Thought so. The prosperity Gospel certainly played its part in the crisis we have today. Blame politicians, Wall Street and those nutty preachers!
[quote]She’s a lightweight, pure and simple. She is in no fashion ready to be president.[/quote]
I thought Palin did fairly well, probably about as well as someone who’s been on the national scene for such a short time could be. She’s definitely not ready to be President, but I think she would be ready to be President after a couple years of being Vice President. As another pundit (I think a Slate writer) said, in four years, she’s going to be so far beyond Hillary it’s not even funny.
Biden gave many (including me) the impression of being a “master of the facts.” However, in the ensuing day, it’s becoming more and more clear that a lot of his facts are outright lies.
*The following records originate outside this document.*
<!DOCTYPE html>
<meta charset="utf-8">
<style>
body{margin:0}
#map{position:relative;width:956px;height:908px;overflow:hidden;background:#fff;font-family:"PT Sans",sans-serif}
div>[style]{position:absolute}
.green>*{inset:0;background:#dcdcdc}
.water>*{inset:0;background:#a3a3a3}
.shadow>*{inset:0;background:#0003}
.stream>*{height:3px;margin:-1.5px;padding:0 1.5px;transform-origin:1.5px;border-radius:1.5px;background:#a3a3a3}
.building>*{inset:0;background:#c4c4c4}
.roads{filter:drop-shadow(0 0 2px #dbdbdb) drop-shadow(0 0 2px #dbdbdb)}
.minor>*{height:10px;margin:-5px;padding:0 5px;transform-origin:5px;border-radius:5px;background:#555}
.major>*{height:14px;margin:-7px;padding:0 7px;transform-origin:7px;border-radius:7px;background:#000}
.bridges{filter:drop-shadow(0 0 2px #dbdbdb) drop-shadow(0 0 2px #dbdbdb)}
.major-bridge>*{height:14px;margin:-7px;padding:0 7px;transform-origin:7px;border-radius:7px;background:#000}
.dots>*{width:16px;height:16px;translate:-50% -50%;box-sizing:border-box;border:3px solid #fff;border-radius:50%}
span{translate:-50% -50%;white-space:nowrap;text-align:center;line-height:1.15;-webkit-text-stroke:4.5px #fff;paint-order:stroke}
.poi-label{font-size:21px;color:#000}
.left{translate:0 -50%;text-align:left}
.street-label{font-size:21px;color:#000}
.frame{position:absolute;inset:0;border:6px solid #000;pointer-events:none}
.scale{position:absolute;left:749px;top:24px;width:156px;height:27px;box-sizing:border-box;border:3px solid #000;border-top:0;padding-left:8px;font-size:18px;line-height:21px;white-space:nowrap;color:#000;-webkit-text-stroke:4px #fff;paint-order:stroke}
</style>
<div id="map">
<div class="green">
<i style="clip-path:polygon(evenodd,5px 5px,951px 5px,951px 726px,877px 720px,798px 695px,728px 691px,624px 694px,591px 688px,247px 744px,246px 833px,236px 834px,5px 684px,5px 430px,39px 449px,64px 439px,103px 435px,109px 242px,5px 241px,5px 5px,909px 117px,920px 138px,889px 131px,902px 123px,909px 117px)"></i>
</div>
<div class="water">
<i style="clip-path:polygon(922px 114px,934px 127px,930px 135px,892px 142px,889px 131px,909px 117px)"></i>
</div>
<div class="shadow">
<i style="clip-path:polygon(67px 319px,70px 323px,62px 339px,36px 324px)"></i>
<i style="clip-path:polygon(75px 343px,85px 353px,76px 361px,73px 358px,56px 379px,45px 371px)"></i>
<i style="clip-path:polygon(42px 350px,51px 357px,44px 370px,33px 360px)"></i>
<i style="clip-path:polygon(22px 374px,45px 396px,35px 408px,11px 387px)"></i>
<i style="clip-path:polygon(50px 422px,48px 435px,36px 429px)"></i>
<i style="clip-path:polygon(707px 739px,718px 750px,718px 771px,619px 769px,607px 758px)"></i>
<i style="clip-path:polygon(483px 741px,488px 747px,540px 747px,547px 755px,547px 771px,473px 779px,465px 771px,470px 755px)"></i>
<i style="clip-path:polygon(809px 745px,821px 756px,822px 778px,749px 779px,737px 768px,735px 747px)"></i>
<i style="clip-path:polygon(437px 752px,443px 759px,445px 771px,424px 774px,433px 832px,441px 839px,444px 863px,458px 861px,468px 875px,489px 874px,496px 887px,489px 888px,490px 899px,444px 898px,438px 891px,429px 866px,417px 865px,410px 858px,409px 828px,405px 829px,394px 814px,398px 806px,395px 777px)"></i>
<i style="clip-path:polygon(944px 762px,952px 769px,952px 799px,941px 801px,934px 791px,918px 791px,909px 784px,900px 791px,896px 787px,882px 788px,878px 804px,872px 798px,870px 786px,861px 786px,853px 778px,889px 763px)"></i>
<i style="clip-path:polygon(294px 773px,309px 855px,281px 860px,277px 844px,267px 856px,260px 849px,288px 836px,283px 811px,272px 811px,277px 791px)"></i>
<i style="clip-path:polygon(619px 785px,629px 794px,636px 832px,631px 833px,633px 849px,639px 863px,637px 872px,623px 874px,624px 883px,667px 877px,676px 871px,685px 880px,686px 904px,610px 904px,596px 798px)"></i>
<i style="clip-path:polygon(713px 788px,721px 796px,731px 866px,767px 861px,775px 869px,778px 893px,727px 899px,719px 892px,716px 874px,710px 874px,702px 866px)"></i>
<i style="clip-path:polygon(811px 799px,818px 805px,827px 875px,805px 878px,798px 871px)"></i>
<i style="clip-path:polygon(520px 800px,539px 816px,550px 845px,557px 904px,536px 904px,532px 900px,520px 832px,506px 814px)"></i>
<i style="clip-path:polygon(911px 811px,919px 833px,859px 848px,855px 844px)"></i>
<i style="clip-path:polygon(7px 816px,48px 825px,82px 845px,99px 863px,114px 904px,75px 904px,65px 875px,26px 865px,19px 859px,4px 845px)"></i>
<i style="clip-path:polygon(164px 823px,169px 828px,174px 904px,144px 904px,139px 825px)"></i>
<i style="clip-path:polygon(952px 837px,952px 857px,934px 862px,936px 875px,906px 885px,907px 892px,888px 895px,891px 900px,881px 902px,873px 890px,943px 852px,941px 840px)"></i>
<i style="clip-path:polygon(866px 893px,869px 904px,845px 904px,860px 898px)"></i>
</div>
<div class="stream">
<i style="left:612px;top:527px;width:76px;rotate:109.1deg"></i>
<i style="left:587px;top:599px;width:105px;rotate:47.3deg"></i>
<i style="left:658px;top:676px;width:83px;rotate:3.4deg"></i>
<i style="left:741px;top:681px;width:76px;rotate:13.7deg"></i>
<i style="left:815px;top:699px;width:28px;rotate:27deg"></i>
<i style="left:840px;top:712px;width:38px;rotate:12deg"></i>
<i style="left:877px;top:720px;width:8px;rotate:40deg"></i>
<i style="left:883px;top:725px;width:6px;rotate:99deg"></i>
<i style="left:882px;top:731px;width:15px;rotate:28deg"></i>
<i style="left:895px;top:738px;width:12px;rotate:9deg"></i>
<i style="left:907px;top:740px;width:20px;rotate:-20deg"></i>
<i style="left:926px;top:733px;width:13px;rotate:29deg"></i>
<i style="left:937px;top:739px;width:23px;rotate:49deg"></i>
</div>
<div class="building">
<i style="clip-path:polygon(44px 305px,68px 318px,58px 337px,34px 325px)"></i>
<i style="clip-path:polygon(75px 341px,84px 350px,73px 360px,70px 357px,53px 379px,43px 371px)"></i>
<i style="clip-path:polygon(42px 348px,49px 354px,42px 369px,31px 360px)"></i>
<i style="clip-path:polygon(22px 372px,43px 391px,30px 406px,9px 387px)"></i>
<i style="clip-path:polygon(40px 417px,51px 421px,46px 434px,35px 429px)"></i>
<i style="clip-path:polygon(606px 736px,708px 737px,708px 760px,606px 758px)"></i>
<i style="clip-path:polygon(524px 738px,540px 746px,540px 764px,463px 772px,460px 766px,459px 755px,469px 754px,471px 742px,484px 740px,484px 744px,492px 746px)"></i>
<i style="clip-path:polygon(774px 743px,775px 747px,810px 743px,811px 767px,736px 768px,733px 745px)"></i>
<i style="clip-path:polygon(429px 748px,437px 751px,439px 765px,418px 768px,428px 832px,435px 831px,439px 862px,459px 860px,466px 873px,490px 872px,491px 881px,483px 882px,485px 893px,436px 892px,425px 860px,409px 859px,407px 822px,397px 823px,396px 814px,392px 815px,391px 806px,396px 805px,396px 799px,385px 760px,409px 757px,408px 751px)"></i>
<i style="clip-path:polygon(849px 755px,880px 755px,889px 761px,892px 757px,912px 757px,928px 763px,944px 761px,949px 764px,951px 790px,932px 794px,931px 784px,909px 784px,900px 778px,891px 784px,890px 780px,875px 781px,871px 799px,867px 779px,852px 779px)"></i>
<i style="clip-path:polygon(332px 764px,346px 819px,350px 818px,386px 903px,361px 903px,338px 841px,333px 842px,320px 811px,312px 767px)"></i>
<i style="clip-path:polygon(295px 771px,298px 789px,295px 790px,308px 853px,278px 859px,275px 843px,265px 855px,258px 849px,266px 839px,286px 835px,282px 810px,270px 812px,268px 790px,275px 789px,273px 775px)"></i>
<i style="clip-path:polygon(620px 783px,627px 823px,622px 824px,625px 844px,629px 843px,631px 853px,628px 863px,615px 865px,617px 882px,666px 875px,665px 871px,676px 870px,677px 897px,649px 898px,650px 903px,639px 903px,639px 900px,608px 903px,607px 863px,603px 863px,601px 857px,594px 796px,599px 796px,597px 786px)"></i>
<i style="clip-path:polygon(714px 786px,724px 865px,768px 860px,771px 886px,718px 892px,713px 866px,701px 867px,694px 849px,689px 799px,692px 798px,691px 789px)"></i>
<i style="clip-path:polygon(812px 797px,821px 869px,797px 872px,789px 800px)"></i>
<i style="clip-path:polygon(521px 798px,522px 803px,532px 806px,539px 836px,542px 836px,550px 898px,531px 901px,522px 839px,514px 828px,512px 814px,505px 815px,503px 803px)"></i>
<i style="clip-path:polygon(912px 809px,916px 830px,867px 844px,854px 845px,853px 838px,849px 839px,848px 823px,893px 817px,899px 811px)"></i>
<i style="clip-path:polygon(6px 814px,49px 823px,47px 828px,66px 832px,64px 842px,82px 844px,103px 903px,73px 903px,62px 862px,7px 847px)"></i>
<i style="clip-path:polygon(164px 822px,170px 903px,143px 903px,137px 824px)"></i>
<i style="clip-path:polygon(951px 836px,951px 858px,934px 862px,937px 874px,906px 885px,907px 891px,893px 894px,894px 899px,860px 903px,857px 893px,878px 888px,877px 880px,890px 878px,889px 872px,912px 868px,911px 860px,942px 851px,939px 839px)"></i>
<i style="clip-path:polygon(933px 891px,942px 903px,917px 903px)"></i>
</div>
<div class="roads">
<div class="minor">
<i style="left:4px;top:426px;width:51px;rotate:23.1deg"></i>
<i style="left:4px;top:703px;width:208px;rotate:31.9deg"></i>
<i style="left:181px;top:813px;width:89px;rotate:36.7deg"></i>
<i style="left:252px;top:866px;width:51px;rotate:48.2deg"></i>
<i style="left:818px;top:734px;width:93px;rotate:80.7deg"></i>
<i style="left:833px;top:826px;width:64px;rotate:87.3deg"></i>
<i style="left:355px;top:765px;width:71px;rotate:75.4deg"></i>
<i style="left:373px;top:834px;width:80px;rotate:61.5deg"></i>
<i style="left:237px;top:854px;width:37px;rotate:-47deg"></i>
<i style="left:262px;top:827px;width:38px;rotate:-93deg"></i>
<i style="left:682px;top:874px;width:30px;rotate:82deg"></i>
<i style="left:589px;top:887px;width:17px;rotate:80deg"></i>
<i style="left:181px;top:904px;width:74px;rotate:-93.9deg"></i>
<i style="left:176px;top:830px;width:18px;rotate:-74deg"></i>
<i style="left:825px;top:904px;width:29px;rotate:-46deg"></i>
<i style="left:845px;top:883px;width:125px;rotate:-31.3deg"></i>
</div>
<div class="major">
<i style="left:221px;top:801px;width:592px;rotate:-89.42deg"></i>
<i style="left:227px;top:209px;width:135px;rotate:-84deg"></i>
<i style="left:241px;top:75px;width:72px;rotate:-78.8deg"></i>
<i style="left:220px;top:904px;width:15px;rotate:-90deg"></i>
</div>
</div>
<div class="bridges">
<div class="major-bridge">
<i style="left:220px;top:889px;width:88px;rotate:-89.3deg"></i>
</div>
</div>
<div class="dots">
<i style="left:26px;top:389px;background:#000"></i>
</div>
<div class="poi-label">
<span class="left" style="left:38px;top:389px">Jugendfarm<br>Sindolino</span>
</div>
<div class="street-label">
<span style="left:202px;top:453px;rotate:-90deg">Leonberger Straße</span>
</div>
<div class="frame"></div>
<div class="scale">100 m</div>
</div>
And Bill, I guess in politics, my standard of “lying” is different. 90% of the “lies” that get cited everywhere are things like exaggerating one’s own importance in this or that, focusing on your opponent’s one specific instance of opposing X instead of his 300 instances of supporting it, not changing your rhetoric every time your opponent 180’s on an opinion or scrubs his website, exaggerating the doom and devastation your opponent’s policies will cause, or overstating the incoherence and ineptitude of your opponent’s plans, etc. It’s mostly demagoguery. I don’t even have time for calling a “lie” getting some detail of a fact wrong that any normal person could goof up. I’ve been reading “Count the Lies” over at mccainpedia.org, and a huge number are simple demagoguery. Some of them are idiotic, like saying it was a “lie” to call Normandy the “greatest invasion in history.” Are there actual lies on the list? Yes. But once you pare away the “usual campaign rhetoric” type stuff, there’s really not that much IMO. And, in my estimation, they are not as numerous or (to me) as troubling as Obama’s pathological lying about his past and his connections.
Bill MacKinnon said:
“I plant to vote for the least odious choice.”
I found the debate hard to watch. Palin did ok, but she way overdid the folksiness. She’s a lightweight, pure and simple. She is in no fashion ready to be president.
Let me repeat something I said a few days ago. They are all liars. How do Christians enthusiastically support any of them? I plant to vote for the least odious choice.
From an email I just got from Over the Rhine:
“Join Over the Rhine, Saturday, October 11, 2008, at the fabulous Elk Creek Winery in Owenton, Kentucky.”
Check ‘em out HERE
While nothing has changed the dynamics of the race, “dog gone it”, I thoroughly enjoyed watching her, and hearing her talk about “Putin rearing his ugly head”, “say it ain’t so Joe”, shouting out to a 3rd grade class, etc.
I actually saw glimpses of Biden being charmed by her, liking her, and that kind of made me like him more. One fruit of this campaign is that I think Obama will govern more moderately than he would like…...
Assuming Obama wins, I hope Palin runs next in the GOP primary and that there are tons of debates to season her. I’m not saying she should be at the head of the ticket in 2012, but she’s refreshing to have in the mix. After 6 years as Governor it may be a different story.
A good night for me, cause how about Victorino’s GRAND SLAM HOME RUN! GO PHILLIES!